Frank Harte, who has died aged 72, was a singer, collector and folk historian. He saw himself as a "story teller in song" and specialised in the songs of Dublin city. With Dominic Behan, Luke Kelly and Jimmy Crowley he represented the urban strand of the Irish tradition. But there were other strings to his bow, and he wholeheartedly embraced the wider tradition and passionately believed that Ireland's songs were the unwritten history of the people.
His introduction to Irish music came from hearing a Traveller, who was selling ballad sheets at a fair in Boyle, Co Roscommon, sing The Valley of Knockanure. In time the declamatory street style became one of his hallmarks. However, he was also capable of tender renditions of love songs such as She's Like the Swallow, sensitively expressing the sentiment without any trace of sentimentality.
He was also a collector of songs and the stories behind them, and assembled a database of more than 15,500 recordings. He was unstinting in his praise of singers who keep the tradition alive. Eddie Butcher, Liz Jeffries, Geordie Hanna and Kevin Mitchell were among those whose generosity he acknowledged, and he in turn was happy to share his songs with younger singers like Karan Casey and Niamh Parsons.

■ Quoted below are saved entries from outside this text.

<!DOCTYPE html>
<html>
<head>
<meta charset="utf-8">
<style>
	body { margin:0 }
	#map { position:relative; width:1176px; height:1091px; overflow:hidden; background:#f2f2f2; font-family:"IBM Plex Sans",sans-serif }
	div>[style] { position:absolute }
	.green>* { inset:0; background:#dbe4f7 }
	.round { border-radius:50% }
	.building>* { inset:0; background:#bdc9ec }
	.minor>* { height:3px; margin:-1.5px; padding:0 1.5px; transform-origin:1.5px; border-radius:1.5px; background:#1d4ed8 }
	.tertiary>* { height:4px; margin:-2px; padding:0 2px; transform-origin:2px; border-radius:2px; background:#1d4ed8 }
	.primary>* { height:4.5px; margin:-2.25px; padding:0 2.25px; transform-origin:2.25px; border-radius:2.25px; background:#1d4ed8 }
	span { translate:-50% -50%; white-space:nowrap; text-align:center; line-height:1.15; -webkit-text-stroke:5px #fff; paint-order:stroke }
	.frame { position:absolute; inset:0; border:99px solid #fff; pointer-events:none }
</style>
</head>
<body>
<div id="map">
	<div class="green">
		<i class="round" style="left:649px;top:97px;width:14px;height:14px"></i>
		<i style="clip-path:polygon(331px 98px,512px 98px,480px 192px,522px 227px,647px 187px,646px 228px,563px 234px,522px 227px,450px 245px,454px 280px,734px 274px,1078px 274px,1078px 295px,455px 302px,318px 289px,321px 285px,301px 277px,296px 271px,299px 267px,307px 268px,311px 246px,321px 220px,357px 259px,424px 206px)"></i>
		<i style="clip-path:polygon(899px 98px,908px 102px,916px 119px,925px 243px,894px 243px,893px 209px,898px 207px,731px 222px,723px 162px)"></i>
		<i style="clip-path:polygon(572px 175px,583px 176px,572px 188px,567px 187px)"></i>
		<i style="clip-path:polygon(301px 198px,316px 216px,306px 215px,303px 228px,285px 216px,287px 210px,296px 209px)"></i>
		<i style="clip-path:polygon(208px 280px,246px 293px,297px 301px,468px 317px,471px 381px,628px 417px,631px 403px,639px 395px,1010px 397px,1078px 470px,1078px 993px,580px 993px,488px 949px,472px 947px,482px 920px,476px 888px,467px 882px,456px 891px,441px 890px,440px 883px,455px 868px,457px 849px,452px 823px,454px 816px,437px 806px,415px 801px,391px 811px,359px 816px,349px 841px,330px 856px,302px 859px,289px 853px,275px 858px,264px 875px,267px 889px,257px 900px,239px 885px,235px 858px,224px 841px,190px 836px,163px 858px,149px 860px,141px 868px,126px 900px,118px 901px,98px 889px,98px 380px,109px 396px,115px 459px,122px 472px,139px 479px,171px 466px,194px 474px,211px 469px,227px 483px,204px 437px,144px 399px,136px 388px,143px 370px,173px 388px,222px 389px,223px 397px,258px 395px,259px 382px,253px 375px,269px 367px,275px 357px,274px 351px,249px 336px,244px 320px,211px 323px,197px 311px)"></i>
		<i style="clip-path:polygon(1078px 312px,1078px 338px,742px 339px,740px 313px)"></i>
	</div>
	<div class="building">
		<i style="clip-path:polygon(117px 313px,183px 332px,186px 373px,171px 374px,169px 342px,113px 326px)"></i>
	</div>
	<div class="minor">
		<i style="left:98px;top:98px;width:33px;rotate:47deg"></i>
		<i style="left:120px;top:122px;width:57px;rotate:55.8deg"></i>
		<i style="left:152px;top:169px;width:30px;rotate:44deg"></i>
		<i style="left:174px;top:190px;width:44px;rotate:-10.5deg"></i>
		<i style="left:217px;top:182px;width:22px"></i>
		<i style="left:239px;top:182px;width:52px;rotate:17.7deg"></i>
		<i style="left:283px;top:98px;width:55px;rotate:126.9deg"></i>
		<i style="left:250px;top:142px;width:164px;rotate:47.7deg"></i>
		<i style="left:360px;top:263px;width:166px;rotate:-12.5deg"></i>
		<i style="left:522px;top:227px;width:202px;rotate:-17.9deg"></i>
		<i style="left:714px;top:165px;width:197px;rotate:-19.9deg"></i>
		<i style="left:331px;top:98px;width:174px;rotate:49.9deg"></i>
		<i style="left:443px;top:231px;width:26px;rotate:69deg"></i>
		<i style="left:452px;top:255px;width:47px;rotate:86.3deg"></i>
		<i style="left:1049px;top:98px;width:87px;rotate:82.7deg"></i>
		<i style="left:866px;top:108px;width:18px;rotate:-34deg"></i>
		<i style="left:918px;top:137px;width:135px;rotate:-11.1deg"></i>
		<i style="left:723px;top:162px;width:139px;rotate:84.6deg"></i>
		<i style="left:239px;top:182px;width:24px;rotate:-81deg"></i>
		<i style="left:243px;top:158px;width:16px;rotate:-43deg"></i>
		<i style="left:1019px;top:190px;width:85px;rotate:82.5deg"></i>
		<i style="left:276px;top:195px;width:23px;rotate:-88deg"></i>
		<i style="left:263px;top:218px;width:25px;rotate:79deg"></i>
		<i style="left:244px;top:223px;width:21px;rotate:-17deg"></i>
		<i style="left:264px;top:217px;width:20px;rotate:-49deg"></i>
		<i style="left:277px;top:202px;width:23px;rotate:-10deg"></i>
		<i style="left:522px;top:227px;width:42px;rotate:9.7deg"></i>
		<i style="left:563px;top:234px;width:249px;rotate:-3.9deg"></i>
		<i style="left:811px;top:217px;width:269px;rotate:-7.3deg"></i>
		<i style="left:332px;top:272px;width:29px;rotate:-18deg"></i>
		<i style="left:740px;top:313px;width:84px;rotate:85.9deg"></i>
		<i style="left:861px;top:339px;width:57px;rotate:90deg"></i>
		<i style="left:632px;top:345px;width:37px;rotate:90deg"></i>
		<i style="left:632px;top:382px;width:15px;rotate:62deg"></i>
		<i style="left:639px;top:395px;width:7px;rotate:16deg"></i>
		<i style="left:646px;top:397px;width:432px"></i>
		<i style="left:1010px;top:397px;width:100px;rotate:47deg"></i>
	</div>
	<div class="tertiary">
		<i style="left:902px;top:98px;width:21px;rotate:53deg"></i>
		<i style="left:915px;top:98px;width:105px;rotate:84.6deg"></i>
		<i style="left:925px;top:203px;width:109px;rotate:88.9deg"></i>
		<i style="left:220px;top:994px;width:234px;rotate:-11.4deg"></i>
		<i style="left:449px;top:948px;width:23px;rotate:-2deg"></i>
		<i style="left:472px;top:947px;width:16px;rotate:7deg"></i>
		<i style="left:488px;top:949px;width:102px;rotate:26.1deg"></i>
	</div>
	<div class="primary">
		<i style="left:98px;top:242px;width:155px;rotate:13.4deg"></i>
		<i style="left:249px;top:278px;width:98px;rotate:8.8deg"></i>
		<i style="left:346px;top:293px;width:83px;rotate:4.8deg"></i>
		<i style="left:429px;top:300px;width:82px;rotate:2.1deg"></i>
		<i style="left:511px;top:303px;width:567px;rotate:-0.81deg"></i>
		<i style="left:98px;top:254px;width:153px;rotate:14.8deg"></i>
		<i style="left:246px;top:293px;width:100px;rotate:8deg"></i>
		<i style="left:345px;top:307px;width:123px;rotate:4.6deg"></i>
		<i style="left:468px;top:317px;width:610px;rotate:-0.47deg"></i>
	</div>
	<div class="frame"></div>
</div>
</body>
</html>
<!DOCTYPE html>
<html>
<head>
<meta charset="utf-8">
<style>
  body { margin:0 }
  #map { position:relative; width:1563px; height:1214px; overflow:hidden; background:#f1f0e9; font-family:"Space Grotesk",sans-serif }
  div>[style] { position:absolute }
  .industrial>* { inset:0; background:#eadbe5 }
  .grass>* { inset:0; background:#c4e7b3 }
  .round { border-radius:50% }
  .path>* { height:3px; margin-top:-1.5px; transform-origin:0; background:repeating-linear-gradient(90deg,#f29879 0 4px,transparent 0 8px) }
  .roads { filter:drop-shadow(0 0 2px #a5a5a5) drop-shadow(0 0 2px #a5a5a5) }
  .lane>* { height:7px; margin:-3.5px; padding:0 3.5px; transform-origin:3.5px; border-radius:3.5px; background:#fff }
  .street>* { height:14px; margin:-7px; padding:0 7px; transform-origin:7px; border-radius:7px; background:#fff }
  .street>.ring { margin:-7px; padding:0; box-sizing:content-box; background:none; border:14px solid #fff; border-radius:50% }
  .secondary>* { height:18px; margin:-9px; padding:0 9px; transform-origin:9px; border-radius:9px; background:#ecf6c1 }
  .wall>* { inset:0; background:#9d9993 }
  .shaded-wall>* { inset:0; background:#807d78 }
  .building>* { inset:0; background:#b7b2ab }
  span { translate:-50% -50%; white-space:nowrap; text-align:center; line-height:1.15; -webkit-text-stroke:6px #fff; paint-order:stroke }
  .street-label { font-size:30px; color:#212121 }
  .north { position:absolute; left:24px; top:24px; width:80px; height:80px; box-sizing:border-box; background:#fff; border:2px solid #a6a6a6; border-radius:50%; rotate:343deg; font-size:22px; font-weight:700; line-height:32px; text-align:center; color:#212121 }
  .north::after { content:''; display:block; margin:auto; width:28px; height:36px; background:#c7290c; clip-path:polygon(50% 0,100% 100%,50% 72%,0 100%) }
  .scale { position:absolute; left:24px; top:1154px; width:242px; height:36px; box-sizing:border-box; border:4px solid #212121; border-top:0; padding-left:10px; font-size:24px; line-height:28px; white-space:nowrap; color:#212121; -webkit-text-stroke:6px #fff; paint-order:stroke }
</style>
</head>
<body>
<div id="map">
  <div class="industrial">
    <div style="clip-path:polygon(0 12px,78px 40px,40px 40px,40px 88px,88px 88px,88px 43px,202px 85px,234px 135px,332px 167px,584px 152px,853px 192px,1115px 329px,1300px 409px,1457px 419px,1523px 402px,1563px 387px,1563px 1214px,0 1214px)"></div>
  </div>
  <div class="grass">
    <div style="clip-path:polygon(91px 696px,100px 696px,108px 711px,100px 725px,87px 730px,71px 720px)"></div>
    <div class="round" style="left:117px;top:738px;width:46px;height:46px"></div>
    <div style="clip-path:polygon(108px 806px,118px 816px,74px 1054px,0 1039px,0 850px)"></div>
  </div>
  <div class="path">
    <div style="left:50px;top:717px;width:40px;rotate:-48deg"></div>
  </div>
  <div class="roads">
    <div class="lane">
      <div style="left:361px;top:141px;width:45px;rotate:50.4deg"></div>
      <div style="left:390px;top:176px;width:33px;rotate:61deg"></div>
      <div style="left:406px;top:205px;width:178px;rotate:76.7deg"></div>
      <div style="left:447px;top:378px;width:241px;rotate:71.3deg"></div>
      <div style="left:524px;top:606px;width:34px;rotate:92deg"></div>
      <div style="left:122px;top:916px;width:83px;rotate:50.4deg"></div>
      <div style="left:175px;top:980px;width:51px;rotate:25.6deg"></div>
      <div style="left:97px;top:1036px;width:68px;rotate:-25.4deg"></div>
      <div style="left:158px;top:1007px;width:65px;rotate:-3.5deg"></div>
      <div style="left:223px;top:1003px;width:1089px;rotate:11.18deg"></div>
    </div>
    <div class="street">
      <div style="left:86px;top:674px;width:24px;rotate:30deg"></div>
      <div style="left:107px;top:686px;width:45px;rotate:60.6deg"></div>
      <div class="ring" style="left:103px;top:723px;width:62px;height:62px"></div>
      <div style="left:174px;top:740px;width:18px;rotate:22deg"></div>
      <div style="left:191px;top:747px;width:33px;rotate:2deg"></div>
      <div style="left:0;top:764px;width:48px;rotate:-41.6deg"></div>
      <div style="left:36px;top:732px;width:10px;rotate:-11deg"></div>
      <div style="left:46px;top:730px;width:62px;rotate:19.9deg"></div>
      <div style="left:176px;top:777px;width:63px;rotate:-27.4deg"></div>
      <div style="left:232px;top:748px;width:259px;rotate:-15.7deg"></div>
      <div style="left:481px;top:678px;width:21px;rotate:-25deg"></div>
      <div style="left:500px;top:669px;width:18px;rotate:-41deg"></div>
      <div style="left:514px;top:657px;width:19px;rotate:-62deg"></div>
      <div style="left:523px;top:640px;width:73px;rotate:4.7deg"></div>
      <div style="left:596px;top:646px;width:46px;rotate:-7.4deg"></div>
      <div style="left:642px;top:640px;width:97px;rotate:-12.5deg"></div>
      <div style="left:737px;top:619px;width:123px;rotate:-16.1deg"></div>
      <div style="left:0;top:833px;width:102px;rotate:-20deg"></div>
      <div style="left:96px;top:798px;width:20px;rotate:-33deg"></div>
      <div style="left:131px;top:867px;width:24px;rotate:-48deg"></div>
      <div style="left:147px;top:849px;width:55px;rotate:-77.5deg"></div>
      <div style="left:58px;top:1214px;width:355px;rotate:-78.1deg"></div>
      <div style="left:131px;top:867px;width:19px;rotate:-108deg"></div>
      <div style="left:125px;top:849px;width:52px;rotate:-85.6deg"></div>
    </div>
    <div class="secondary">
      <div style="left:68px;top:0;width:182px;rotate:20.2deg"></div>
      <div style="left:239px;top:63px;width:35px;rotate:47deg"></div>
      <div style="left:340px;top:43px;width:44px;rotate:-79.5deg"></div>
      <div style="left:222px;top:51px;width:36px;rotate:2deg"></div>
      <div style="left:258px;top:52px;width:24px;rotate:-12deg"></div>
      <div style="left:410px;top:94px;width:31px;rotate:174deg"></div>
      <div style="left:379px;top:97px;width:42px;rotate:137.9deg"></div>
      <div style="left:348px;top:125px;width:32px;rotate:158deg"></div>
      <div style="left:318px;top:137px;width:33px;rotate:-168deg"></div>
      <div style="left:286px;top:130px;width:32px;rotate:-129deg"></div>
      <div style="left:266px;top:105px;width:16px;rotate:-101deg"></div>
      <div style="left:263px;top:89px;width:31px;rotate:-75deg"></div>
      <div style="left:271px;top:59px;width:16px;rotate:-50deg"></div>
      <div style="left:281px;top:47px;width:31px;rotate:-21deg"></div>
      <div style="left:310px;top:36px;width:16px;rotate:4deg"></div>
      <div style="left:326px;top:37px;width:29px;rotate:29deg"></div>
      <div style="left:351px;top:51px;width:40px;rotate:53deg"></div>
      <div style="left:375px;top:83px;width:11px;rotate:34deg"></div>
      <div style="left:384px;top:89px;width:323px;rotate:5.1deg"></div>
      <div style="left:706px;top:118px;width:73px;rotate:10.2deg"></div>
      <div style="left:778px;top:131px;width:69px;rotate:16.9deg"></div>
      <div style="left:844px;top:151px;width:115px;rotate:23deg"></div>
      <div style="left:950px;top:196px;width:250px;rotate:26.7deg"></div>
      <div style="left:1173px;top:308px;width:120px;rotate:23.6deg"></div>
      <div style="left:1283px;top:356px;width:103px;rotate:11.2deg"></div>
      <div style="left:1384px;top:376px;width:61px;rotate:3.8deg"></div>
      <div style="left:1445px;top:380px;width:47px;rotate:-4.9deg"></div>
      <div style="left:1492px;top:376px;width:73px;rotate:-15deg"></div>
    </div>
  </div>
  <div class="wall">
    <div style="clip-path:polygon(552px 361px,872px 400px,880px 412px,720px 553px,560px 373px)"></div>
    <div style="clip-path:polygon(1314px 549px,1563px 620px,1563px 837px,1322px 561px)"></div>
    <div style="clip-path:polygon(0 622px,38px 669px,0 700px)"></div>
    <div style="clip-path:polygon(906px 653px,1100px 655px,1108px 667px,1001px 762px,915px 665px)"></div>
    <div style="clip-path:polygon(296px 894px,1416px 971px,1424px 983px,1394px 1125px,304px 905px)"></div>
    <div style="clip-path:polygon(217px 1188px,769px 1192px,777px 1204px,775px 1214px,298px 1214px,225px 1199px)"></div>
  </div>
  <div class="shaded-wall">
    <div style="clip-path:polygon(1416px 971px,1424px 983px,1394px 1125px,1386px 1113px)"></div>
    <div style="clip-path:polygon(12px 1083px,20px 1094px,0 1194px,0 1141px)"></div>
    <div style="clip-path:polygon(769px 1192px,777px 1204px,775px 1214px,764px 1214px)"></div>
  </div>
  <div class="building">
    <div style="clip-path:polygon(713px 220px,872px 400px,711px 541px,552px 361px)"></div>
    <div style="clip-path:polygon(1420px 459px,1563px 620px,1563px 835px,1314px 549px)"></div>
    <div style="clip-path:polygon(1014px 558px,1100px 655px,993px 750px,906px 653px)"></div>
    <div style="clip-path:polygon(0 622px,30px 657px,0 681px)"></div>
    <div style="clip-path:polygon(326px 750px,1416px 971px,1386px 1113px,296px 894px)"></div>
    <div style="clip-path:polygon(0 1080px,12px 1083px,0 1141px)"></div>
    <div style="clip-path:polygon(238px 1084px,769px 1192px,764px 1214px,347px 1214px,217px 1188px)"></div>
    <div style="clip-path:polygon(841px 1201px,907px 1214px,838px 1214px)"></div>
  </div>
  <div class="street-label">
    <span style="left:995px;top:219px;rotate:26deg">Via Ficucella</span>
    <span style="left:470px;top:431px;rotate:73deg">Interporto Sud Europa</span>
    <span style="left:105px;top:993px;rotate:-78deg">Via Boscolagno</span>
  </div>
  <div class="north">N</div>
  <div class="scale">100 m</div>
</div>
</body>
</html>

Born on May 14th, 1933, he was the son of Peter Harte, a publican, and his wife, Jane (née Shaughnessy) of Chapelizod, Co Dublin. He was educated at Blackrock College and Bolton Street College of Technology, where he studied architecture. On graduating, he spent three years working in the United States. In the late 1950s he returned to Ireland and set up a practice in Dublin. He combined this with teaching at the School of Construction, Bolton Street. Among his major architectural commissions was the National Stud.
He was aware of the urban tradition from an early age. "[ There] was a great mixture of people in Chapelizod - Catholics and Protestants - and of course there were a lot of Chapelizod people involved with the British army in the Ordnance Survey in the Phoenix Park. There was also a fair few of the old crowd knocking around - the Dublin Fusiliers who had come back from the first World War and they all had an input too ... I would also hear a lot of the old music-hall songs and Victorian melodrama songs such as She Was Only a Bird in a Gilded Cage, things that would tear your heart out, bring tears to your eyes."
Patriotic and political song had an honoured place in his repertoire - the fact that such songs were passed on orally down the centuries was a measure of their worth. They endured, he believed, because they gave people hope, vindicating them and validating them as people of worth.
Notwithstanding his republican outlook, he insisted that the Orange song was as much a part of the Irish tradition as the Fenian song.
He was at his best in a live session, and regularly sang at Sunday morning sessions at the Brazen Head. In 2003 he was selected as the TG4 Traditional Singer of the Year.
He recorded several solo albums of Dublin songs and his book, Songs of Dublin, was published in 1978. Despite his preference for singing without accompaniment, he enjoyed a fruitful collaboration with Donal Lunny. Their albums include 1798: The First Year of Liberty (1998), My Name is Napoleon Bonaparte (2001) and The Hungry Voice: The Song Legacy of Ireland's Great Hunger (2004). He completed an album of navvies' songs shortly before his death.
His sleeve notes for these albums are remarkable for their research and scholarship. Packed with information, the notes for Napoleon Bonaparte run to 56 pages and constitute an outstanding contribution to Irish ballad lore. Fintan Vallely hailed the album as the "great triumph of Frank Harte's life work", which merited a doctorate for "making more accessible not only Irish song, but Irish and European history too".
His wife, Stella, daughters, Sinéad and Orla, and sons, Darragh and Cian, survive him.